To my loved ones,
Thank you for supporting me through every single part of my journey to motherhood. This journey hasn’t been easy, to say the least, but you’ve been there without a question, without hesitation. I don’t quite know if you will ever truly understand just how much you mean to me.
You watched me become pregnant with our first child, after fighting to get pregnant in the first place.
You knew how special that was for us, especially having to work a little harder to get there. An unexpected diagnosis, a surgery, some medicine, and a whole lot of hope – the day finally came for us to grow our family. You all were present the day we found out we were having a little boy. You planned what was sure to be a beautiful shower. And then you watched our entire world come crashing down. You watched your children, your best friends, your siblings, lose their child. You surrounded us as we delivered an angel into this world, and you wrapped us in love. You grieved with us – you lost someone too, your grandchild, your nephew.
After time passed, and another surgery later, we were cleared for trying again.
One attempt was all it took, and we were expecting once again. You held your breath with us at appointments, waiting to hear the beating of a heart. You cried tears of joy when we found out we were getting to love another boy. Despite the challenges we were facing, you kept reminding us of the light at the end of the tunnel. You planned the most exquisite rainbow baby/woodland-themed shower, which I will never forget. You let us lean on you when the fear of losing another baby felt all too consuming, a reality we had already faced. And you fell in love when our sweet Nathan made his way earth-side. Despite the pandemic, you kept us sane as we balanced new parenthood during quarantine and made sure we knew we weren’t alone. Nathan was not short on snuggles or love when we finally broke quarantine and were comfortable with bringing him out into the world.
Then came the idea of Delilah.
You knew we wanted just one more because we wanted Nathan to have a sibling here on earth too.
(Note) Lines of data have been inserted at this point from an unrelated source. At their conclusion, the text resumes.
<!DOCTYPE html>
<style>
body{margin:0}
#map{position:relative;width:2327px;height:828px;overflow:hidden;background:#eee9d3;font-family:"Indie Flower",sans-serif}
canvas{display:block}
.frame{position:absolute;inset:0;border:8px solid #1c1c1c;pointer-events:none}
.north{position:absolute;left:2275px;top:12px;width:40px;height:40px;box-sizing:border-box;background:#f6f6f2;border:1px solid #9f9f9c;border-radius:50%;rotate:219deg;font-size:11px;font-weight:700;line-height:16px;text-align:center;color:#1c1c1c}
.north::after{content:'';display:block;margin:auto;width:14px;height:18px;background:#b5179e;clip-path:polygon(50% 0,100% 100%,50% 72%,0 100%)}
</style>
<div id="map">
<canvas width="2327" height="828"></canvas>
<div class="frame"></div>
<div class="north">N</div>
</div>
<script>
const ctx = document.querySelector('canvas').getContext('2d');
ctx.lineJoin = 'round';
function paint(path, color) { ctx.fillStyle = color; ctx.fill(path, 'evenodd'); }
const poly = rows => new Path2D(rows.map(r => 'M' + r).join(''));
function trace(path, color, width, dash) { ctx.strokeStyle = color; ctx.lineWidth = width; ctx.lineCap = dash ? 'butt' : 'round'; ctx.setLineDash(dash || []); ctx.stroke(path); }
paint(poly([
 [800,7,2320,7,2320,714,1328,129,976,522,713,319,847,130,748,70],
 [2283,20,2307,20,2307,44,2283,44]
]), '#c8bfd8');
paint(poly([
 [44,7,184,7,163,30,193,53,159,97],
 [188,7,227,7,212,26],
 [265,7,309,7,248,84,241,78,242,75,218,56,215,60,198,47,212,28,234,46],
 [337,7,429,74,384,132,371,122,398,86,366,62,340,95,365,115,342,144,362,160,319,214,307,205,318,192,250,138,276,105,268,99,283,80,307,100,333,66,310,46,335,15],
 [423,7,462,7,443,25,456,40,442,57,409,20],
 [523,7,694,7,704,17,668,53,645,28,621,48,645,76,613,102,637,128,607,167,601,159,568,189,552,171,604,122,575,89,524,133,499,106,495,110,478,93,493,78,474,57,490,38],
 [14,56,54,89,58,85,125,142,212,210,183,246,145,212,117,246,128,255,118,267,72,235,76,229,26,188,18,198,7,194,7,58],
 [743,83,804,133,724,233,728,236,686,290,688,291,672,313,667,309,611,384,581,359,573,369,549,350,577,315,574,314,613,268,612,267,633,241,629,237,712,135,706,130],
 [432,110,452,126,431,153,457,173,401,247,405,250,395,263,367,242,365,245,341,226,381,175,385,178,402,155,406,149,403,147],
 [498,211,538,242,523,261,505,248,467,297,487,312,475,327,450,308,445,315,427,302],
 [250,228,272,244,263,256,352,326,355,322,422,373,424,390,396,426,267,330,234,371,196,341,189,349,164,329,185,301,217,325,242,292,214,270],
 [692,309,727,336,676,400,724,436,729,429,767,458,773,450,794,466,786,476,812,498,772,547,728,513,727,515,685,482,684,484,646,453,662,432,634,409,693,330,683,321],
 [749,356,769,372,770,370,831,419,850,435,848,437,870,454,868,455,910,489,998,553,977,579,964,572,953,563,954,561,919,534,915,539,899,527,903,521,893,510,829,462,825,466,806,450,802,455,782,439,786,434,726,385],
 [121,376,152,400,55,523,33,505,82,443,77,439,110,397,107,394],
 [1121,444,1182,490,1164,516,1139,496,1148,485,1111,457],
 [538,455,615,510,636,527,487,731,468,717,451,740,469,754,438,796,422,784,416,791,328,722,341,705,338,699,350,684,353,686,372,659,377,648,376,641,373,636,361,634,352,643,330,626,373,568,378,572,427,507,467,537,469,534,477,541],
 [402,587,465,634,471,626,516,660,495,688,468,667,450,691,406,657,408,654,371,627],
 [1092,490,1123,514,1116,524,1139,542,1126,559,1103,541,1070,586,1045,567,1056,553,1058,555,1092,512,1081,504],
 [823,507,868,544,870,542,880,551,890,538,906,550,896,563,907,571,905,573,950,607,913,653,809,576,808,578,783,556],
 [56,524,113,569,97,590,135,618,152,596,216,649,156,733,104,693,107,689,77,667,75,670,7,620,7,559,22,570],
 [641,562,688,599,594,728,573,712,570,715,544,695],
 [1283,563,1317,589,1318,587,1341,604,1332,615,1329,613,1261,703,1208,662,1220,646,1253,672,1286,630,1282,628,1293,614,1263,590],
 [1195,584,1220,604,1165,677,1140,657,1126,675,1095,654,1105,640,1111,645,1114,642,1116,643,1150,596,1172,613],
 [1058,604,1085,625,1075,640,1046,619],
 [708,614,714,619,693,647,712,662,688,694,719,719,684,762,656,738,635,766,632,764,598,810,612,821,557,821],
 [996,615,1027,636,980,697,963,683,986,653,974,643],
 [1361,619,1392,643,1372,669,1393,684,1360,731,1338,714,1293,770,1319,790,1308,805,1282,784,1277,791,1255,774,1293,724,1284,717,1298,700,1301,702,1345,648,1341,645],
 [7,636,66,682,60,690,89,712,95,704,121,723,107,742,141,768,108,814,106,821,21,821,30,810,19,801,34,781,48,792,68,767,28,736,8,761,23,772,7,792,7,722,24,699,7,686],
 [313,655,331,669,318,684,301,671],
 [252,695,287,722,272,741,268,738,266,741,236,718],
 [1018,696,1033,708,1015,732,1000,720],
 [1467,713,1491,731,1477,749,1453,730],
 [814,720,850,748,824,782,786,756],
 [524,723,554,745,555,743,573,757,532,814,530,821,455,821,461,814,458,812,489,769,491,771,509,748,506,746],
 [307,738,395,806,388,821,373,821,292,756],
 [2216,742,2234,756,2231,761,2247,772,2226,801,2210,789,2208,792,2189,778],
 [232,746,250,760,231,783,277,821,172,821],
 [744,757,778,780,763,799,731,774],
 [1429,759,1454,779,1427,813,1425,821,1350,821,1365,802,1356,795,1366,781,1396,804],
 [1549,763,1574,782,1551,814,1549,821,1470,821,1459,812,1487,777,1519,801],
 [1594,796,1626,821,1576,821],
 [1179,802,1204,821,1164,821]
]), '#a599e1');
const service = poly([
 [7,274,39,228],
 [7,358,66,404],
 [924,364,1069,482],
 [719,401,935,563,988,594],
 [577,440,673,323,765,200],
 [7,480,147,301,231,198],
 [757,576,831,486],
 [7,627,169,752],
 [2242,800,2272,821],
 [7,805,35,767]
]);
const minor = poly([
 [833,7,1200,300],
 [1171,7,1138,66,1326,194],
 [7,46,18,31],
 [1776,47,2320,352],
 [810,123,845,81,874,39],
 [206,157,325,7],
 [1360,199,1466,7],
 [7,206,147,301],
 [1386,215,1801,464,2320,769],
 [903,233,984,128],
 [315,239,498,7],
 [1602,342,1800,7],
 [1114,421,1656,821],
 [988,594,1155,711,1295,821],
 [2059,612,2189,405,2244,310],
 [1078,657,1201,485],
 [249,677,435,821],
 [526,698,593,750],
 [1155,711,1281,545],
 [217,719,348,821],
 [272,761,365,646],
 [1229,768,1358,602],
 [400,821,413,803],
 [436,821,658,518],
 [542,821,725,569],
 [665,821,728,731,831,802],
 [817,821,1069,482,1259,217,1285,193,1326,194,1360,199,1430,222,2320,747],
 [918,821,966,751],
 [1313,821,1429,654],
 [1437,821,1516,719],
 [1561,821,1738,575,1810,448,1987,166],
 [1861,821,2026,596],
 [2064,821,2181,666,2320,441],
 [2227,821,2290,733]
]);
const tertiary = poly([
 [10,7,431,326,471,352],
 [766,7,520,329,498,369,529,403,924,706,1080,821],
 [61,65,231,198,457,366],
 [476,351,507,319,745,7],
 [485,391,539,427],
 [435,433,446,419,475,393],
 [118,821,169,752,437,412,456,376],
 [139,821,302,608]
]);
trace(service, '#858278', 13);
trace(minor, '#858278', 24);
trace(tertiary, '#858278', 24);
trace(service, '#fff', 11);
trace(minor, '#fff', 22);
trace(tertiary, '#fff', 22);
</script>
So you crossed your fingers for us as we took one more stroll to the fertility clinic, and came out with another positive pregnancy test. The love for another sweet baby who we cannot wait to bring home is pure joy. A beautiful girl to finally love and hold. The journey of pregnancy, and pregnancy after loss, will end on a bittersweet note once she arrives. The many appointments, the quiet fear, the extra steps, and the overwhelming amount of tears. As we will forever be navigating our grief, how we manage our journey of parenthood itself while one of our children is absent from our arms, a sense of relief and calm is going to wash over us soon, as we close this chapter in our story. And you’ve been a part of every single page.
In case we haven’t said it enough, thank you.
Thank you for holding our hands. Grieving with us, and not letting the grief consume us. Celebrating every tiny victory along the way. Supporting our decisions when it came to how we wanted to grieve, when we wanted to try again, letting us tell the world on our own time. They say it takes a village, and we have the best dang village there is. Alex and I can never replace the love we have for Teddy, no matter how many babies we chose to have. And you made sure to keep Teddy close to your hearts. You never stopped loving him, honoring his memory, or talking about him as if he wasn’t real. Because he was, he existed even if that time was too brief. He was a part of your world just as he was ours, and we know he loves and misses you, too.
Thank you for being you, and thank you for never forgetting our angel. We love you.